In den Industrienationen ist der Darmkrebs (das kolorektale Karzinom) nach wie vor eine der Haupttodesursachen; etwa jeder 20. Mensch erkrankt an diesem Tumor.
In Deutschland ist er mit 13 Prozent aller Tumorerkrankungen die zweithäufigste Krebstodesursache. (Häufigste Todesursache bei Frauen ist nach wie vor der Brustkrebs, bei Männern der Prostatakrebs, Anm. der Red.). Dabei sind bei den Neuerkrankungen Männer wie Frauen mit etwa gleich hohen Fallzahlen betroffen.
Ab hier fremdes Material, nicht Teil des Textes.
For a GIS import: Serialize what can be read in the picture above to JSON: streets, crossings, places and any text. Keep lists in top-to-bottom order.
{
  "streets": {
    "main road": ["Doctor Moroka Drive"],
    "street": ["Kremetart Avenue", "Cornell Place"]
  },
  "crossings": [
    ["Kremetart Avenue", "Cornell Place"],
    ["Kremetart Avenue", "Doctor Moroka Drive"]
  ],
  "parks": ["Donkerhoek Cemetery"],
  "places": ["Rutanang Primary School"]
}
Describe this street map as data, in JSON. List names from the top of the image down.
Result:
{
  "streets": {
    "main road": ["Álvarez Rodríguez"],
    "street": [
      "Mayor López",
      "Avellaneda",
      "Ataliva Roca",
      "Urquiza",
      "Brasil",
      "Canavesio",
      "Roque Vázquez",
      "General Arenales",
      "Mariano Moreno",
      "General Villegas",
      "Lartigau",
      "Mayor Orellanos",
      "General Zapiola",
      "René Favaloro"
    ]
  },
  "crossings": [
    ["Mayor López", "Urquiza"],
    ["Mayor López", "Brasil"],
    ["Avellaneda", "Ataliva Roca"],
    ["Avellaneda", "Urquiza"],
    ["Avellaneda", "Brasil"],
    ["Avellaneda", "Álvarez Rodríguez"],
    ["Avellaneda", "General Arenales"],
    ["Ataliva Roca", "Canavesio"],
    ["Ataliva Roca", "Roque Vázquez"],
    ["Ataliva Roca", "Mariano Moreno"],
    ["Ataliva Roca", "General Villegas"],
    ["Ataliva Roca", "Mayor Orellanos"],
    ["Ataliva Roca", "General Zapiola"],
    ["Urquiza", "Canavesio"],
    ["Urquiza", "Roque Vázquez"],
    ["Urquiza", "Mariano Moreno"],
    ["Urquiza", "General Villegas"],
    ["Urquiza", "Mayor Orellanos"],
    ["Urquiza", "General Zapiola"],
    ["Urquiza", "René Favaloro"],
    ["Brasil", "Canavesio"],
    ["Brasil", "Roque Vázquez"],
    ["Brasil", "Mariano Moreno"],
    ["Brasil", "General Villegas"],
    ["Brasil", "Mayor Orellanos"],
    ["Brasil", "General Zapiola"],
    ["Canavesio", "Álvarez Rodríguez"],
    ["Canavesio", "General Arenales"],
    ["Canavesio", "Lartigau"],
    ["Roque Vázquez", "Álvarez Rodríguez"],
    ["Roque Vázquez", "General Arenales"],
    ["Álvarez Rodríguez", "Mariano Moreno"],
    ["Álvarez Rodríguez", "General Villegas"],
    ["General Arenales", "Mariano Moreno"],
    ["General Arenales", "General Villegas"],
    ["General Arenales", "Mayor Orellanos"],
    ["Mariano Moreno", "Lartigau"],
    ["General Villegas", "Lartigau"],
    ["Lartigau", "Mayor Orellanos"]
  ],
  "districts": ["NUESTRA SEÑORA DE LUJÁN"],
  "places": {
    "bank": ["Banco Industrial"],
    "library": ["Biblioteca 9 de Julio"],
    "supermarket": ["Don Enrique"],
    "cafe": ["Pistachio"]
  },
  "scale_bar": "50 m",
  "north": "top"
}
Verbesserungen in den Bereichen der Chirurgie, Strahlentherapie und Chemotherapie haben in den letzten Jahrzehnten die individuelle Prognose zwar verbessern können, dennoch sterben immer noch 40 bis 50 Prozent der an Darmkrebs erkrankten Patienten an ihrer Erkrankung. Dabei spielen die Absiedelungen (Metastasen), die der Darmkrebs bilden kann, eine entscheidende Rolle und sind in erster Linie für einen negativen Verlauf der Erkrankung verantwortlich.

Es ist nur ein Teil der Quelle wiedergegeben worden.